Sunday, March 30, 2008

BEST PRACTICES FOR INFORMATICA DEVELOPMENT



BEST PRACTICES FOR INFORMATICA DEVELOPMENT

FOLDERS:

Folders names need to be carefully chosen and a naming standard needs to be implemented before any folder is created. The goal of a folder name is to have the ability to develop and execute in a logical and efficient manner. The following are different methods for naming folders.

Folders by Subject (Target) Area

The “Subject Area Division” method provides a solid infrastructure for larger data warehouse or data mart developments by organizing work by key business area. This strategy is particularly suitable for large projects populating numerous target tables. Example folder names: SALES, DISTRIBUTION, etc.

Folder Division by Environment

This method is easier to establish and maintain than Folders by Subject Area, but is suitable only for small development teams working with a minimal number of mappings. As each developer completes unit tests in his/her individual work folders, the mappings or objects are consolidated as they are migrated to test or QA. Migration to production is simplified significantly, with the maximum number of required folder copies limited to the number of environments. Eventually however, the number of mappings in a single folder may become too large to easily maintain. Example folder names: DEV1, DEV2, DEV3, TEST, QA, etc.

Folder Division by Source Area

The “Source Area Division” method is attractive to some development teams, particularly if development is centralized around the source systems. In these situations, the promotion and deployment process can be quite complex depending on the load strategy. Example folder names: ERP, BILLING, etc.

Migration Considerations

If the migration approach adopted by the Technical Architect involves migrating from a development repository to another repository (test or production), it may make sense for the “target” repository to mirror the folder structure within the development repository. This simplifies the repository-to-repository migration procedures. Another possible approach is to assign the same names to corresponding database connections in both the “source” and “target” repositories. This is particularly useful when performing folder copies from one environment to another because it eliminates the need to change database connection settings after the folder copy has been completed.

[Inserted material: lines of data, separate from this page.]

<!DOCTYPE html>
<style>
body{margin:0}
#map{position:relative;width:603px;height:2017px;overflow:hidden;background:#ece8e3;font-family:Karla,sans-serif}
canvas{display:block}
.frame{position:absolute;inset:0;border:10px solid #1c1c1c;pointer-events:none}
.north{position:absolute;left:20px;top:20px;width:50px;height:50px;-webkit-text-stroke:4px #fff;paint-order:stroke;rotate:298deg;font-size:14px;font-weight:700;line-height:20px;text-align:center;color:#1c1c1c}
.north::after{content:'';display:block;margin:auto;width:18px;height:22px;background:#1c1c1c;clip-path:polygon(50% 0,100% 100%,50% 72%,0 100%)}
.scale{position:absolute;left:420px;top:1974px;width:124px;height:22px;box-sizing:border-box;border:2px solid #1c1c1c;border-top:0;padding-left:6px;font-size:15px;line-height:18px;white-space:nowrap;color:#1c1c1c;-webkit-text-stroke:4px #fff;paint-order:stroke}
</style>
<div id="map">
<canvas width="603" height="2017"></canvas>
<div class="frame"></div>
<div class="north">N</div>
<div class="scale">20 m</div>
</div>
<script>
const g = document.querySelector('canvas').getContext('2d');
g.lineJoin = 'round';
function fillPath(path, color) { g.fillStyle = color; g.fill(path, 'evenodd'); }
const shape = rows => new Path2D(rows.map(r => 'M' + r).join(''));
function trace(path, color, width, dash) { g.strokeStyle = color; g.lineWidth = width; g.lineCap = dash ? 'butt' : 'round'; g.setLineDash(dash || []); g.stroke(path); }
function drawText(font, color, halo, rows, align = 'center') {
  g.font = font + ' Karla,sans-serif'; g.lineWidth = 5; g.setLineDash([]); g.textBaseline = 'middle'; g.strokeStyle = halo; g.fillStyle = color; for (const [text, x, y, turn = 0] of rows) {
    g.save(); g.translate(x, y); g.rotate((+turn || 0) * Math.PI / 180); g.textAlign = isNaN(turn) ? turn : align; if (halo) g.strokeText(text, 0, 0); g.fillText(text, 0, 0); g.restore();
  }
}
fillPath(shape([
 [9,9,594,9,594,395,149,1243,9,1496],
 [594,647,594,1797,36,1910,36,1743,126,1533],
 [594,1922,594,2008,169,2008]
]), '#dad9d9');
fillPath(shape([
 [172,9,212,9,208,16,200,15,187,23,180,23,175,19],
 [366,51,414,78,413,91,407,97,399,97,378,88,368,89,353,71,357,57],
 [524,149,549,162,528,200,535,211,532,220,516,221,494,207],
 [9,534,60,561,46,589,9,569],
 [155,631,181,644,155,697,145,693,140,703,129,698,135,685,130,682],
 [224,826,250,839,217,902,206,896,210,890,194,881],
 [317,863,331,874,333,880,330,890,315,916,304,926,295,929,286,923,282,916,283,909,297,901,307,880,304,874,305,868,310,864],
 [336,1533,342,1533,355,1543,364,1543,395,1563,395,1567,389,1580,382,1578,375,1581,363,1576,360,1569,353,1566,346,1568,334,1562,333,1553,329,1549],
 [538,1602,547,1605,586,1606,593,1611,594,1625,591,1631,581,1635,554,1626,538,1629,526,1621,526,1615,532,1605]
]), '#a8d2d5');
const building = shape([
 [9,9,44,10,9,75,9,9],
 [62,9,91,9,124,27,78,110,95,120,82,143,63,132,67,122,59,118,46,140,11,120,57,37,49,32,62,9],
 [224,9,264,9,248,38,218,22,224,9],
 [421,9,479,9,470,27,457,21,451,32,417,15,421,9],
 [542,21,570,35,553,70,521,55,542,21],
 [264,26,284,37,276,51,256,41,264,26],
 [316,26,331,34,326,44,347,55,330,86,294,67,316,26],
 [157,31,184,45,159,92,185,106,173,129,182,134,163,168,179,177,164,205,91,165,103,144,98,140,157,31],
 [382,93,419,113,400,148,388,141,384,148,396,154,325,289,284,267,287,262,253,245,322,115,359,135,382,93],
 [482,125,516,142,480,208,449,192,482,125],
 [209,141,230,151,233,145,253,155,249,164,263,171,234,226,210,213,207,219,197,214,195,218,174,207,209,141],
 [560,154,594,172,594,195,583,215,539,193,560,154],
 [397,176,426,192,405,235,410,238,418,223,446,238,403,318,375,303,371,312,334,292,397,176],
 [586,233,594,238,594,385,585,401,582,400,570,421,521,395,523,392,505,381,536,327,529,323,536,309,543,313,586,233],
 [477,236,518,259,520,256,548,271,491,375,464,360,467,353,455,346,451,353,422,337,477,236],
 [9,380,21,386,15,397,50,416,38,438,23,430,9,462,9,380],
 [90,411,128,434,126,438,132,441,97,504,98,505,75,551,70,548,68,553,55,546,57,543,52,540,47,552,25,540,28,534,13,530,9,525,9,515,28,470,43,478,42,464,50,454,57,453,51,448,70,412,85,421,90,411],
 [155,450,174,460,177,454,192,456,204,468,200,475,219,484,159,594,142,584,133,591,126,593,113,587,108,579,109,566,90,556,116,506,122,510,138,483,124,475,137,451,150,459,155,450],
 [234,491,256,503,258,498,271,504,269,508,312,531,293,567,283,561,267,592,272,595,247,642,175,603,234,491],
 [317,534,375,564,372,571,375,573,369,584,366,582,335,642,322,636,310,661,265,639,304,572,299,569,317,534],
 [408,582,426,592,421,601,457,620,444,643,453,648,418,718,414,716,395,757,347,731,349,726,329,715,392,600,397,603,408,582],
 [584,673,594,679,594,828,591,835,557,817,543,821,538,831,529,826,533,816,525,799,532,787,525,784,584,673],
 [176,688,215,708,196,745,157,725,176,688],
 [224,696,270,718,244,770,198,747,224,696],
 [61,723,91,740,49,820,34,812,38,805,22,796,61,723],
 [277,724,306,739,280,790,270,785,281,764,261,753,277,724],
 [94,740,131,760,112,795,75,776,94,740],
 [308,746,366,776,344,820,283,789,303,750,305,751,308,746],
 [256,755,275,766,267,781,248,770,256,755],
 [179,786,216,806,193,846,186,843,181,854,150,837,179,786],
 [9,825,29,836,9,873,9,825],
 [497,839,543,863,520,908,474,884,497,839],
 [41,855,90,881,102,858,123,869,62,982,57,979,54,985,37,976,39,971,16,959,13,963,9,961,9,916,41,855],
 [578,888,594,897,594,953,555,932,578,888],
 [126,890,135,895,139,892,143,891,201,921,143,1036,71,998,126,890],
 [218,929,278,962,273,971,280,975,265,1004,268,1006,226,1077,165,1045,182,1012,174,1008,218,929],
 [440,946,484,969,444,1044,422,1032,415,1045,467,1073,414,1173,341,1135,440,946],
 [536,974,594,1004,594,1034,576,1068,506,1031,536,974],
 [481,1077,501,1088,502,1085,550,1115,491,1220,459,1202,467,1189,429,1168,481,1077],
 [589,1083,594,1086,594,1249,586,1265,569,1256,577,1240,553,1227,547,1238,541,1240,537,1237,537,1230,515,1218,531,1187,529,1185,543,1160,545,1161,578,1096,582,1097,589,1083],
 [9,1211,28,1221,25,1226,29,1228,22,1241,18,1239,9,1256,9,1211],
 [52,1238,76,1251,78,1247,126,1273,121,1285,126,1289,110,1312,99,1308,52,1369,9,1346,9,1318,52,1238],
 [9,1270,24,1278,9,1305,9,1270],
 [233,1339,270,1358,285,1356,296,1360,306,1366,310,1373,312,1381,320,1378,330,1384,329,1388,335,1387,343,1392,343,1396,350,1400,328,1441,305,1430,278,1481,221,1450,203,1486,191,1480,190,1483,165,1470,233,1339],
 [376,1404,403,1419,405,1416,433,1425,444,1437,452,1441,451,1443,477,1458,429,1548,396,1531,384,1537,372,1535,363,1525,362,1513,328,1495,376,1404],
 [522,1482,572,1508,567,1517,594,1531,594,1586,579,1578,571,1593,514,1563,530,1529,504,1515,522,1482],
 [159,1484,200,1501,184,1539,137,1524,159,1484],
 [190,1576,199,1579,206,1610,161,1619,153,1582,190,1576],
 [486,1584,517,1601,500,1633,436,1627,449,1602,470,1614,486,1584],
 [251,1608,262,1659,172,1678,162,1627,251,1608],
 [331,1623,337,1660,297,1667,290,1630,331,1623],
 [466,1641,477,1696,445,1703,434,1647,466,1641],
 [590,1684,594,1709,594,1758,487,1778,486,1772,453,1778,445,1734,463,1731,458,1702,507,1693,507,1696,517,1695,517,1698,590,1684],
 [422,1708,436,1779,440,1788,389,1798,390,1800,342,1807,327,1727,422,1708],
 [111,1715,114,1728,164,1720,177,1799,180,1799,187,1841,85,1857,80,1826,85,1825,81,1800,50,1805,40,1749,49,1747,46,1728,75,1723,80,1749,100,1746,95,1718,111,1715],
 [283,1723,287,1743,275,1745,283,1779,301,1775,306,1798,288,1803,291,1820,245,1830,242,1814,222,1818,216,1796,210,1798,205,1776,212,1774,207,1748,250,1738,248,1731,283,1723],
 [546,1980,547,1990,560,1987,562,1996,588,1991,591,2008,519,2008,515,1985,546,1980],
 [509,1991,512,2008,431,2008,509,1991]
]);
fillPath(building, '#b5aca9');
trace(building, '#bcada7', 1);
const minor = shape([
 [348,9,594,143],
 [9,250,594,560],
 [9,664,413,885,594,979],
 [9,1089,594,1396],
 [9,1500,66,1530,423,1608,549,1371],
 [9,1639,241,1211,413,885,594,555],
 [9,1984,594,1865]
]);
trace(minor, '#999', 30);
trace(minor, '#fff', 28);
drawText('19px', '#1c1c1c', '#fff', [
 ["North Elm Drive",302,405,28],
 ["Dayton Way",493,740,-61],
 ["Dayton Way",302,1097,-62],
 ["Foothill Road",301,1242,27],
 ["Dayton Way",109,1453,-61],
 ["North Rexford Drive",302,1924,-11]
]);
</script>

The following is the recommended naming standard for Folders in the Repository:

Folder Names

Development:

Project folders: DEV_PROJECT_PROCESS_BUSINESSUNIT

Shared Folders: DEV_SHR_GLOBAL/LOCAL_DESCRIPTION

QA/Production:
Project folders: PROJECT_PROCESS_BUSINESSUNIT

Shared Folders: SHR_GLOBAL/LOCAL_DESCRIPTION

SECURITY:

Determining an optimal security configuration for a PowerMart environment requires a thorough understanding of the business requirements, end users’ access requirements, and the data content, and well as the security facilities inherent in the Informatica product suite.

Users

Security should be setup to allow for easy maintenance and scalability. There will be three types of users:

¨ Administrators - These users will have access to all folders and will have the ability to perform maintenance on the repository including migration, security, and folder control.

¨ Developers - These users will have access to all the folders that reside within the developer’s group. All developers will belong to at least two groups: Project_Developers and Global_Developers.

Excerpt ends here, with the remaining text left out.